[Records drawn from a dataset]
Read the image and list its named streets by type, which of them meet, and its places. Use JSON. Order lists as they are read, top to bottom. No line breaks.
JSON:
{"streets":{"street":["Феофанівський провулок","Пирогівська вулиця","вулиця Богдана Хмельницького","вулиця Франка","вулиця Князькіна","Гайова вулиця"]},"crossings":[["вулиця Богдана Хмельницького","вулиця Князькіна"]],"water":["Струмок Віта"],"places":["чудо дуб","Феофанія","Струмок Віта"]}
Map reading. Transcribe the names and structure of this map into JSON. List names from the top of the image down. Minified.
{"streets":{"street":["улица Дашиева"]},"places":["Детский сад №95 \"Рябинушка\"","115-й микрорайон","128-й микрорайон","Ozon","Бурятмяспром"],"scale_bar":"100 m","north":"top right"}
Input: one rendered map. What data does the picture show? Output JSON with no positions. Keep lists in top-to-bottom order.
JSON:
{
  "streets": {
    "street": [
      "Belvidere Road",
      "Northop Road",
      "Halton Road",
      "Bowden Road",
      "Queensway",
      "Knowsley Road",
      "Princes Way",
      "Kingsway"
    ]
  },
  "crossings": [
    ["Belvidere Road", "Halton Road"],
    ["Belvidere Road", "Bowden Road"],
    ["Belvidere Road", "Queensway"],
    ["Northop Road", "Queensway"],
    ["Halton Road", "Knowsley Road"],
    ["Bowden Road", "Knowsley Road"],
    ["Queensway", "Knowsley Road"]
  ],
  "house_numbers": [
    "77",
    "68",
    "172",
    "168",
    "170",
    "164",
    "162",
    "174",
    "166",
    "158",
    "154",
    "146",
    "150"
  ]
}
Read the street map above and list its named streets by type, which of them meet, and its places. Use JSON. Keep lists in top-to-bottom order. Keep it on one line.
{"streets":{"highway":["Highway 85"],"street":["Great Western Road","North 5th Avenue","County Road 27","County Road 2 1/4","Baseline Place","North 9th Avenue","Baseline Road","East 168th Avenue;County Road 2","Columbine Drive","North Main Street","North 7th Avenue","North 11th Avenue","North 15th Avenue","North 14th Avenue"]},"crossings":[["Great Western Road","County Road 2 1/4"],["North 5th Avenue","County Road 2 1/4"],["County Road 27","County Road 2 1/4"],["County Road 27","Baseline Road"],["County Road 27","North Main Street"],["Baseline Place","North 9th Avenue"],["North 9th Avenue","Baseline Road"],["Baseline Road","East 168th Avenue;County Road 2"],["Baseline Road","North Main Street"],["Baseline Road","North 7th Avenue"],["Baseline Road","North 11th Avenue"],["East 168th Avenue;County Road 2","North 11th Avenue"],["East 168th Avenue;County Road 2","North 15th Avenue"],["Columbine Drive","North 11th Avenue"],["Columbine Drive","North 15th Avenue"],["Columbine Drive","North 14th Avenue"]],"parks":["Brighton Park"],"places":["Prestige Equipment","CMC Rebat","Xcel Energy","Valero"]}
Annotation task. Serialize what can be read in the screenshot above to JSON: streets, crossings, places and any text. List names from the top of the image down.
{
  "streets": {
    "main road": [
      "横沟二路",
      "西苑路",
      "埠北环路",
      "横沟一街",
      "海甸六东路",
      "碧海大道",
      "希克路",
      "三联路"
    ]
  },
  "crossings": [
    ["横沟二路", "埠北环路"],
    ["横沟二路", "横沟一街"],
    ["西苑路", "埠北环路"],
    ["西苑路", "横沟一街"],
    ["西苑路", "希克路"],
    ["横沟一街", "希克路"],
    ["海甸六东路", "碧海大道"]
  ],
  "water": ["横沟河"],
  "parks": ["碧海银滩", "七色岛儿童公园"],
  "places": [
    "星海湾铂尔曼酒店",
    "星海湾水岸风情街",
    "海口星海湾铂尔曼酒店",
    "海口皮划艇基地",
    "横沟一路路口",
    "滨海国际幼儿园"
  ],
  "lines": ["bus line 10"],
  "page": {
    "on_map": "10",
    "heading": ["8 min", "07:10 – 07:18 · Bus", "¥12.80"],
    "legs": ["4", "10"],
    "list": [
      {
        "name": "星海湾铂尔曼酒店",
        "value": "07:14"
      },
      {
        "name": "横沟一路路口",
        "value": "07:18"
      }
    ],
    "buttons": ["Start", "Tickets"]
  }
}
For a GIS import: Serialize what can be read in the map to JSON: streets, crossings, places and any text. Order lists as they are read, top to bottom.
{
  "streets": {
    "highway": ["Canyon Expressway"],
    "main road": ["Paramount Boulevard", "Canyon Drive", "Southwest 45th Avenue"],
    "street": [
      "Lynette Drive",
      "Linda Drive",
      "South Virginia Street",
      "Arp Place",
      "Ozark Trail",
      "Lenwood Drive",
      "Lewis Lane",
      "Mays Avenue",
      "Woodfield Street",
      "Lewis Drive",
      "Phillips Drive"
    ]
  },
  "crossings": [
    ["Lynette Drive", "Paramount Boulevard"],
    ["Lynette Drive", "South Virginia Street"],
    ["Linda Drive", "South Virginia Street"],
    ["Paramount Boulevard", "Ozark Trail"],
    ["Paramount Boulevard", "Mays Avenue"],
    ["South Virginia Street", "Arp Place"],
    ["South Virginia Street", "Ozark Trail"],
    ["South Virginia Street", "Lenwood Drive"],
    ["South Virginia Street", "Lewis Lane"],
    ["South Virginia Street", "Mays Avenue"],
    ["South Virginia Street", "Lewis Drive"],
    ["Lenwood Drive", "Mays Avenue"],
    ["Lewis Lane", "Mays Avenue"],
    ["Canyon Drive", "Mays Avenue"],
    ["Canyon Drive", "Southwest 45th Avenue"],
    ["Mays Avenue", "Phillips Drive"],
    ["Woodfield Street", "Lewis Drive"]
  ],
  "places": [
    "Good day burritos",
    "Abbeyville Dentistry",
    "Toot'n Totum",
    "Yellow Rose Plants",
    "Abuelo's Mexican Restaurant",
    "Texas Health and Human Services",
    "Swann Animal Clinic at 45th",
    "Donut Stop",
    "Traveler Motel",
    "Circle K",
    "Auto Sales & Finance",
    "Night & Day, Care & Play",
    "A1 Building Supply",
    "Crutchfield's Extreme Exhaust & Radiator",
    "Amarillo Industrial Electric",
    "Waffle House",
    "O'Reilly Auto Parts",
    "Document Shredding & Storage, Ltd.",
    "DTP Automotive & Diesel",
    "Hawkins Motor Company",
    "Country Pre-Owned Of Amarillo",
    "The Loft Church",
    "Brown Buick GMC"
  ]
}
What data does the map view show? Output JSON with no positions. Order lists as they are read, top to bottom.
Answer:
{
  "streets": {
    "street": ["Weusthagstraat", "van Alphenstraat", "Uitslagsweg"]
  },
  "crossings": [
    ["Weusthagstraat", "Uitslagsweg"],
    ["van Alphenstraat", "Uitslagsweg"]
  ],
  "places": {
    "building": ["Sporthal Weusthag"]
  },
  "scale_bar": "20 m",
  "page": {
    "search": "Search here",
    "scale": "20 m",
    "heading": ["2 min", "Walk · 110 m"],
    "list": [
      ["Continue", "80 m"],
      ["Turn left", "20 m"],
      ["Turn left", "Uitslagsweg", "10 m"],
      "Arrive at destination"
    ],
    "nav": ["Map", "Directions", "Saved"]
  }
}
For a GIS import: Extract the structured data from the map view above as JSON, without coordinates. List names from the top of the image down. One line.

[WHAT THE EXERCISE ASKS] Transcribe every record above exactly as it appears.

[EXERCISE RESULT]
Read the image and list its named streets by type, which of them meet, and its places. Use JSON. Order lists as they are read, top to bottom. No line breaks.
JSON:
{"streets":{"street":["Феофанівський провулок","Пирогівська вулиця","вулиця Богдана Хмельницького","вулиця Франка","вулиця Князькіна","Гайова вулиця"]},"crossings":[["вулиця Богдана Хмельницького","вулиця Князькіна"]],"water":["Струмок Віта"],"places":["чудо дуб","Феофанія","Струмок Віта"]}
Map reading. Transcribe the names and structure of this map into JSON. List names from the top of the image down. Minified.
{"streets":{"street":["улица Дашиева"]},"places":["Детский сад №95 \"Рябинушка\"","115-й микрорайон","128-й микрорайон","Ozon","Бурятмяспром"],"scale_bar":"100 m","north":"top right"}
Input: one rendered map. What data does the picture show? Output JSON with no positions. Keep lists in top-to-bottom order.
JSON:
{
  "streets": {
    "street": [
      "Belvidere Road",
      "Northop Road",
      "Halton Road",
      "Bowden Road",
      "Queensway",
      "Knowsley Road",
      "Princes Way",
      "Kingsway"
    ]
  },
  "crossings": [
    ["Belvidere Road", "Halton Road"],
    ["Belvidere Road", "Bowden Road"],
    ["Belvidere Road", "Queensway"],
    ["Northop Road", "Queensway"],
    ["Halton Road", "Knowsley Road"],
    ["Bowden Road", "Knowsley Road"],
    ["Queensway", "Knowsley Road"]
  ],
  "house_numbers": [
    "77",
    "68",
    "172",
    "168",
    "170",
    "164",
    "162",
    "174",
    "166",
    "158",
    "154",
    "146",
    "150"
  ]
}
Read the street map above and list its named streets by type, which of them meet, and its places. Use JSON. Keep lists in top-to-bottom order. Keep it on one line.
{"streets":{"highway":["Highway 85"],"street":["Great Western Road","North 5th Avenue","County Road 27","County Road 2 1/4","Baseline Place","North 9th Avenue","Baseline Road","East 168th Avenue;County Road 2","Columbine Drive","North Main Street","North 7th Avenue","North 11th Avenue","North 15th Avenue","North 14th Avenue"]},"crossings":[["Great Western Road","County Road 2 1/4"],["North 5th Avenue","County Road 2 1/4"],["County Road 27","County Road 2 1/4"],["County Road 27","Baseline Road"],["County Road 27","North Main Street"],["Baseline Place","North 9th Avenue"],["North 9th Avenue","Baseline Road"],["Baseline Road","East 168th Avenue;County Road 2"],["Baseline Road","North Main Street"],["Baseline Road","North 7th Avenue"],["Baseline Road","North 11th Avenue"],["East 168th Avenue;County Road 2","North 11th Avenue"],["East 168th Avenue;County Road 2","North 15th Avenue"],["Columbine Drive","North 11th Avenue"],["Columbine Drive","North 15th Avenue"],["Columbine Drive","North 14th Avenue"]],"parks":["Brighton Park"],"places":["Prestige Equipment","CMC Rebat","Xcel Energy","Valero"]}
Annotation task. Serialize what can be read in the screenshot above to JSON: streets, crossings, places and any text. List names from the top of the image down.
{
  "streets": {
    "main road": [
      "横沟二路",
      "西苑路",
      "埠北环路",
      "横沟一街",
      "海甸六东路",
      "碧海大道",
      "希克路",
      "三联路"
    ]
  },
  "crossings": [
    ["横沟二路", "埠北环路"],
    ["横沟二路", "横沟一街"],
    ["西苑路", "埠北环路"],
    ["西苑路", "横沟一街"],
    ["西苑路", "希克路"],
    ["横沟一街", "希克路"],
    ["海甸六东路", "碧海大道"]
  ],
  "water": ["横沟河"],
  "parks": ["碧海银滩", "七色岛儿童公园"],
  "places": [
    "星海湾铂尔曼酒店",
    "星海湾水岸风情街",
    "海口星海湾铂尔曼酒店",
    "海口皮划艇基地",
    "横沟一路路口",
    "滨海国际幼儿园"
  ],
  "lines": ["bus line 10"],
  "page": {
    "on_map": "10",
    "heading": ["8 min", "07:10 – 07:18 · Bus", "¥12.80"],
    "legs": ["4", "10"],
    "list": [
      {
        "name": "星海湾铂尔曼酒店",
        "value": "07:14"
      },
      {
        "name": "横沟一路路口",
        "value": "07:18"
      }
    ],
    "buttons": ["Start", "Tickets"]
  }
}
For a GIS import: Serialize what can be read in the map to JSON: streets, crossings, places and any text. Order lists as they are read, top to bottom.
{
  "streets": {
    "highway": ["Canyon Expressway"],
    "main road": ["Paramount Boulevard", "Canyon Drive", "Southwest 45th Avenue"],
    "street": [
      "Lynette Drive",
      "Linda Drive",
      "South Virginia Street",
      "Arp Place",
      "Ozark Trail",
      "Lenwood Drive",
      "Lewis Lane",
      "Mays Avenue",
      "Woodfield Street",
      "Lewis Drive",
      "Phillips Drive"
    ]
  },
  "crossings": [
    ["Lynette Drive", "Paramount Boulevard"],
    ["Lynette Drive", "South Virginia Street"],
    ["Linda Drive", "South Virginia Street"],
    ["Paramount Boulevard", "Ozark Trail"],
    ["Paramount Boulevard", "Mays Avenue"],
    ["South Virginia Street", "Arp Place"],
    ["South Virginia Street", "Ozark Trail"],
    ["South Virginia Street", "Lenwood Drive"],
    ["South Virginia Street", "Lewis Lane"],
    ["South Virginia Street", "Mays Avenue"],
    ["South Virginia Street", "Lewis Drive"],
    ["Lenwood Drive", "Mays Avenue"],
    ["Lewis Lane", "Mays Avenue"],
    ["Canyon Drive", "Mays Avenue"],
    ["Canyon Drive", "Southwest 45th Avenue"],
    ["Mays Avenue", "Phillips Drive"],
    ["Woodfield Street", "Lewis Drive"]
  ],
  "places": [
    "Good day burritos",
    "Abbeyville Dentistry",
    "Toot'n Totum",
    "Yellow Rose Plants",
    "Abuelo's Mexican Restaurant",
    "Texas Health and Human Services",
    "Swann Animal Clinic at 45th",
    "Donut Stop",
    "Traveler Motel",
    "Circle K",
    "Auto Sales & Finance",
    "Night & Day, Care & Play",
    "A1 Building Supply",
    "Crutchfield's Extreme Exhaust & Radiator",
    "Amarillo Industrial Electric",
    "Waffle House",
    "O'Reilly Auto Parts",
    "Document Shredding & Storage, Ltd.",
    "DTP Automotive & Diesel",
    "Hawkins Motor Company",
    "Country Pre-Owned Of Amarillo",
    "The Loft Church",
    "Brown Buick GMC"
  ]
}
What data does the map view show? Output JSON with no positions. Order lists as they are read, top to bottom.
Answer:
{
  "streets": {
    "street": ["Weusthagstraat", "van Alphenstraat", "Uitslagsweg"]
  },
  "crossings": [
    ["Weusthagstraat", "Uitslagsweg"],
    ["van Alphenstraat", "Uitslagsweg"]
  ],
  "places": {
    "building": ["Sporthal Weusthag"]
  },
  "scale_bar": "20 m",
  "page": {
    "search": "Search here",
    "scale": "20 m",
    "heading": ["2 min", "Walk · 110 m"],
    "list": [
      ["Continue", "80 m"],
      ["Turn left", "20 m"],
      ["Turn left", "Uitslagsweg", "10 m"],
      "Arrive at destination"
    ],
    "nav": ["Map", "Directions", "Saved"]
  }
}
For a GIS import: Extract the structured data from the map view above as JSON, without coordinates. List names from the top of the image down. One line.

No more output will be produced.